Exercise inputs:
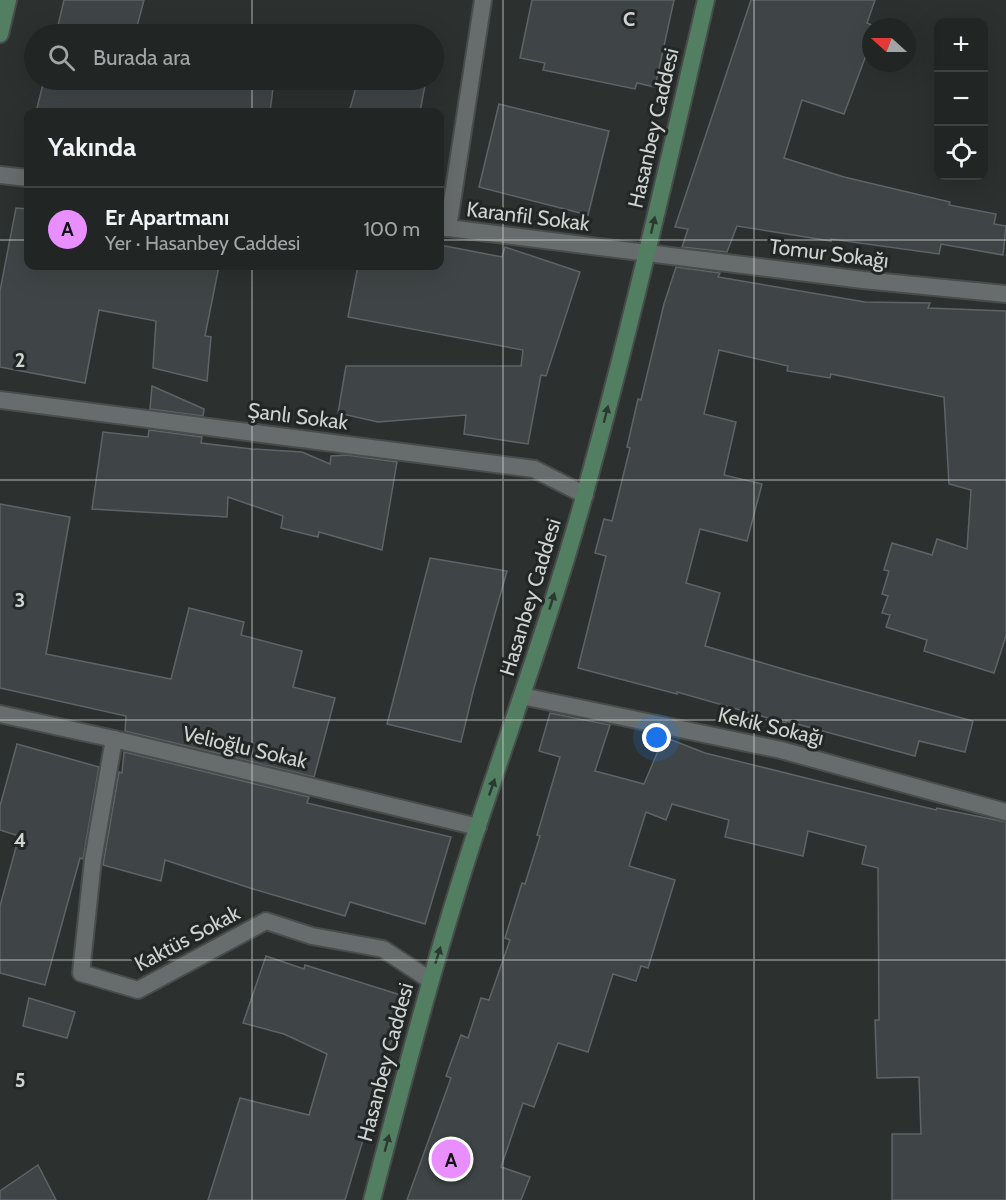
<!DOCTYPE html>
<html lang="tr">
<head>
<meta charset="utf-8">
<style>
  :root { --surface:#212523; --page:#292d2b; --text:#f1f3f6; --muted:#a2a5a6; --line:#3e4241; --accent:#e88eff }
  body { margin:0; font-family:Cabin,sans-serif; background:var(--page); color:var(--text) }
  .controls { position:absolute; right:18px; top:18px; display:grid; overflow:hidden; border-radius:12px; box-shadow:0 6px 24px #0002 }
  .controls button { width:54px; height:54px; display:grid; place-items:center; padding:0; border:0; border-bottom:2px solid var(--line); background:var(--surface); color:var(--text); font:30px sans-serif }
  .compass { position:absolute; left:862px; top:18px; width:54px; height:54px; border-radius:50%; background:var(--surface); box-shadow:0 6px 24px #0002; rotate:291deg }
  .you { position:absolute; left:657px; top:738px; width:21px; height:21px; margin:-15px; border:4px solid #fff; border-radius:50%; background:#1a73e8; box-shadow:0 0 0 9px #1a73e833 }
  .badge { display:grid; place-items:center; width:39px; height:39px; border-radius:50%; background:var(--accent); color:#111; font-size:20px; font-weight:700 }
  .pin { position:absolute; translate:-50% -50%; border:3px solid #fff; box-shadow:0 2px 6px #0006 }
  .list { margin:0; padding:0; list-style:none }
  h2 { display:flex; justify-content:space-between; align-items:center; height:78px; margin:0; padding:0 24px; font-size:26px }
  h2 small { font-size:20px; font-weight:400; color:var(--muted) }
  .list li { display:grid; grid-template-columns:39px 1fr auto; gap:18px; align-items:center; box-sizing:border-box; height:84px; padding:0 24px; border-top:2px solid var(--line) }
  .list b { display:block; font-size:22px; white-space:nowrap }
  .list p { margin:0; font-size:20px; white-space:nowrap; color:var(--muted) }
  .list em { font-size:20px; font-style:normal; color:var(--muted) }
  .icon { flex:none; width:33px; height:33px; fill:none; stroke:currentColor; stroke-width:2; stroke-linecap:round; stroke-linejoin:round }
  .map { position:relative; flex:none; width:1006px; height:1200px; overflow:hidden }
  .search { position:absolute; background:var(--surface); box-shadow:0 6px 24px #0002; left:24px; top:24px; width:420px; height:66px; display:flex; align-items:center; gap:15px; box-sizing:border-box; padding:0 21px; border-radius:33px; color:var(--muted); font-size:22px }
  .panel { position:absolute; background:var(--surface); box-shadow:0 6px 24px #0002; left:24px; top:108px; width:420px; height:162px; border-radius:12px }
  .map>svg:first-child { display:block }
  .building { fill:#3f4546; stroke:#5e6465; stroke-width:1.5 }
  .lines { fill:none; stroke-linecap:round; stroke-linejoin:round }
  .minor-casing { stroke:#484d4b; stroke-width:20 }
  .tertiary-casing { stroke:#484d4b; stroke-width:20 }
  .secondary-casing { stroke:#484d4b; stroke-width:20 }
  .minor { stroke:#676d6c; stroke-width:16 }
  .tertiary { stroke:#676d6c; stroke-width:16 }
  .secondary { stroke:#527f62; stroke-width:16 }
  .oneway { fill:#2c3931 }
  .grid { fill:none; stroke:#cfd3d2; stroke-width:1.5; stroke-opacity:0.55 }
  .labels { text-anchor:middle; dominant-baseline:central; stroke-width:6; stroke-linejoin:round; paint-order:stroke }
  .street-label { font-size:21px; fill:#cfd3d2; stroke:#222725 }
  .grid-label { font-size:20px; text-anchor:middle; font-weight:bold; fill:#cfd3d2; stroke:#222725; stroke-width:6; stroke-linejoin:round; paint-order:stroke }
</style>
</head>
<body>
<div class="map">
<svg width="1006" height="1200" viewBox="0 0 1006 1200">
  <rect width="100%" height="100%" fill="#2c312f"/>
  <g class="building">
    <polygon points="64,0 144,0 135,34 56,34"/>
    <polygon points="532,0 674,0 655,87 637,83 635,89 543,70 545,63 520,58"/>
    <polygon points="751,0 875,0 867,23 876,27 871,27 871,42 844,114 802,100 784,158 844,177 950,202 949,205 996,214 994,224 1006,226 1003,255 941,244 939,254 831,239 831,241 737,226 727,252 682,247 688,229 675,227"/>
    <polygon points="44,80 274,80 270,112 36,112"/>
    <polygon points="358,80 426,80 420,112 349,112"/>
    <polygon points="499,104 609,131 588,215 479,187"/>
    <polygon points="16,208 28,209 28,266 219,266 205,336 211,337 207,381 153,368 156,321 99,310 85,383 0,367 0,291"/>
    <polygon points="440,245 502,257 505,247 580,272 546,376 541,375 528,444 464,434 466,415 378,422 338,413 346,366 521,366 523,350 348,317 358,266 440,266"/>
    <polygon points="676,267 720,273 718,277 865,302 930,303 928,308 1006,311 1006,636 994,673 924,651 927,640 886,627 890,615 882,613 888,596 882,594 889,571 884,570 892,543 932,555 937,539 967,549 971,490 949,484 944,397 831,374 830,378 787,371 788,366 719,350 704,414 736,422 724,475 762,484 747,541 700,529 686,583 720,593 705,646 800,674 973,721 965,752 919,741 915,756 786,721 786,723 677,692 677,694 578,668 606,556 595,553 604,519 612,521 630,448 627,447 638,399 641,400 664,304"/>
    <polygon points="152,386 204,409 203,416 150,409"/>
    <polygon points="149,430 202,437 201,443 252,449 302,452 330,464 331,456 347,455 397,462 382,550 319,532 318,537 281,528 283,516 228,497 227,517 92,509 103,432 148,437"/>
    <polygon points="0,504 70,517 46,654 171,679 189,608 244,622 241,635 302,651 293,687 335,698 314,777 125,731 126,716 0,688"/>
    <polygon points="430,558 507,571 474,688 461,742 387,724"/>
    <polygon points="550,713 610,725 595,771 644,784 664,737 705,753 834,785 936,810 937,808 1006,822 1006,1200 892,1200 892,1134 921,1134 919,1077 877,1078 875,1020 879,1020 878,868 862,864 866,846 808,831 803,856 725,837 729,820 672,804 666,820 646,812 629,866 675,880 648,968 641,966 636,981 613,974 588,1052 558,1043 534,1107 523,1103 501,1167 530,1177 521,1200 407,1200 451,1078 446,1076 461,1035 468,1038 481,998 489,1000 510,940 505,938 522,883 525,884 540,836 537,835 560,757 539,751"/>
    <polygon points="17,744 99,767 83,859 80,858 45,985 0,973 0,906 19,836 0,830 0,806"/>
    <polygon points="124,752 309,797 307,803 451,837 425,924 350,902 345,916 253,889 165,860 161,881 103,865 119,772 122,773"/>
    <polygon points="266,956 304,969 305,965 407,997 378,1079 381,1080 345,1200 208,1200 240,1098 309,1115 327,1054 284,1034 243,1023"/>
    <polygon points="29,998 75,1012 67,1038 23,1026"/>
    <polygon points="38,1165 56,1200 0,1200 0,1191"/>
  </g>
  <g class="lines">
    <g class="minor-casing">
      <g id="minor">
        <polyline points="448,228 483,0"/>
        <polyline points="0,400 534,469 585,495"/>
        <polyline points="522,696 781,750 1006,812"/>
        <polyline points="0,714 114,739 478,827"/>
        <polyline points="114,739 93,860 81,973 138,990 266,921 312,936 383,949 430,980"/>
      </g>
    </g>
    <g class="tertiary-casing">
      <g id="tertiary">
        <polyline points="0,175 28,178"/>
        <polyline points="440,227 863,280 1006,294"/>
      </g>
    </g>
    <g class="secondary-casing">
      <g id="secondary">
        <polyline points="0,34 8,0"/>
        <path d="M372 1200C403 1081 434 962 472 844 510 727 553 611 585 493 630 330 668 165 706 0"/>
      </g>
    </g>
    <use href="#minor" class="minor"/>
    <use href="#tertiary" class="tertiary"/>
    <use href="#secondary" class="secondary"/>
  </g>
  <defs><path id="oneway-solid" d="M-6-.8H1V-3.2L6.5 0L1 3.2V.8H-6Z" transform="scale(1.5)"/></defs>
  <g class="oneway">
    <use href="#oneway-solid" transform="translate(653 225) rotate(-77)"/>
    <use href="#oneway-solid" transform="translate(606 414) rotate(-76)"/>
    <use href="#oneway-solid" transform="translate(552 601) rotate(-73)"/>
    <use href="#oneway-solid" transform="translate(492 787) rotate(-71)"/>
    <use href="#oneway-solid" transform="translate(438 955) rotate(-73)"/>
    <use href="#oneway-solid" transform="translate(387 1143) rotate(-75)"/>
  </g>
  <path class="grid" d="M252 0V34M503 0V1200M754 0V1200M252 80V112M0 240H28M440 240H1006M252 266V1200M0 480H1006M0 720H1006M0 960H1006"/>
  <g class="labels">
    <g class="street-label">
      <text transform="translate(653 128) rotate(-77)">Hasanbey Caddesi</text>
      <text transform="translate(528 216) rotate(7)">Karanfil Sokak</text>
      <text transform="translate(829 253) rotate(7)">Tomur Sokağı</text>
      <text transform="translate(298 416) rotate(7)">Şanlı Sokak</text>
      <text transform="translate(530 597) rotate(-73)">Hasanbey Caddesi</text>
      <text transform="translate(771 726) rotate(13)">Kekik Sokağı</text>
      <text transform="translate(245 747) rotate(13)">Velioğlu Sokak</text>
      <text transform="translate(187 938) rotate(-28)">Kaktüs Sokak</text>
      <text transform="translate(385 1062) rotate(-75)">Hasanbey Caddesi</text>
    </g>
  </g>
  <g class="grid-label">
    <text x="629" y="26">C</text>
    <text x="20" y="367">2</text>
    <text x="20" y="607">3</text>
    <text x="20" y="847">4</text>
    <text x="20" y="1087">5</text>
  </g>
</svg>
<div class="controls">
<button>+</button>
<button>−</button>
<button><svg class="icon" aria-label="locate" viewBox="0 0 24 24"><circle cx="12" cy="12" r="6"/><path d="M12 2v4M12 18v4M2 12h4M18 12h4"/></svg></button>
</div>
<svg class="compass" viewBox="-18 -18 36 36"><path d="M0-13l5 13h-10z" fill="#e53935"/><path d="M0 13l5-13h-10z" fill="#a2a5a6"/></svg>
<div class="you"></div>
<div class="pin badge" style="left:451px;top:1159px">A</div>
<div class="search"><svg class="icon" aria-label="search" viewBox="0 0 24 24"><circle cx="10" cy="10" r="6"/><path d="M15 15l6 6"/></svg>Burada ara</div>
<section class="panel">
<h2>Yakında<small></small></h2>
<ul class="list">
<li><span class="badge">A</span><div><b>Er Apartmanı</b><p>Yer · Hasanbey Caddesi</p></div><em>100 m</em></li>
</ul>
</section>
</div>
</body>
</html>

Instructions to follow:
Check each line above for the string "labels", then copy the ones that have it.

Worked solution:
  .labels { text-anchor:middle; dominant-baseline:central; stroke-width:6; stroke-linejoin:round; paint-order:stroke }
  <g class="labels">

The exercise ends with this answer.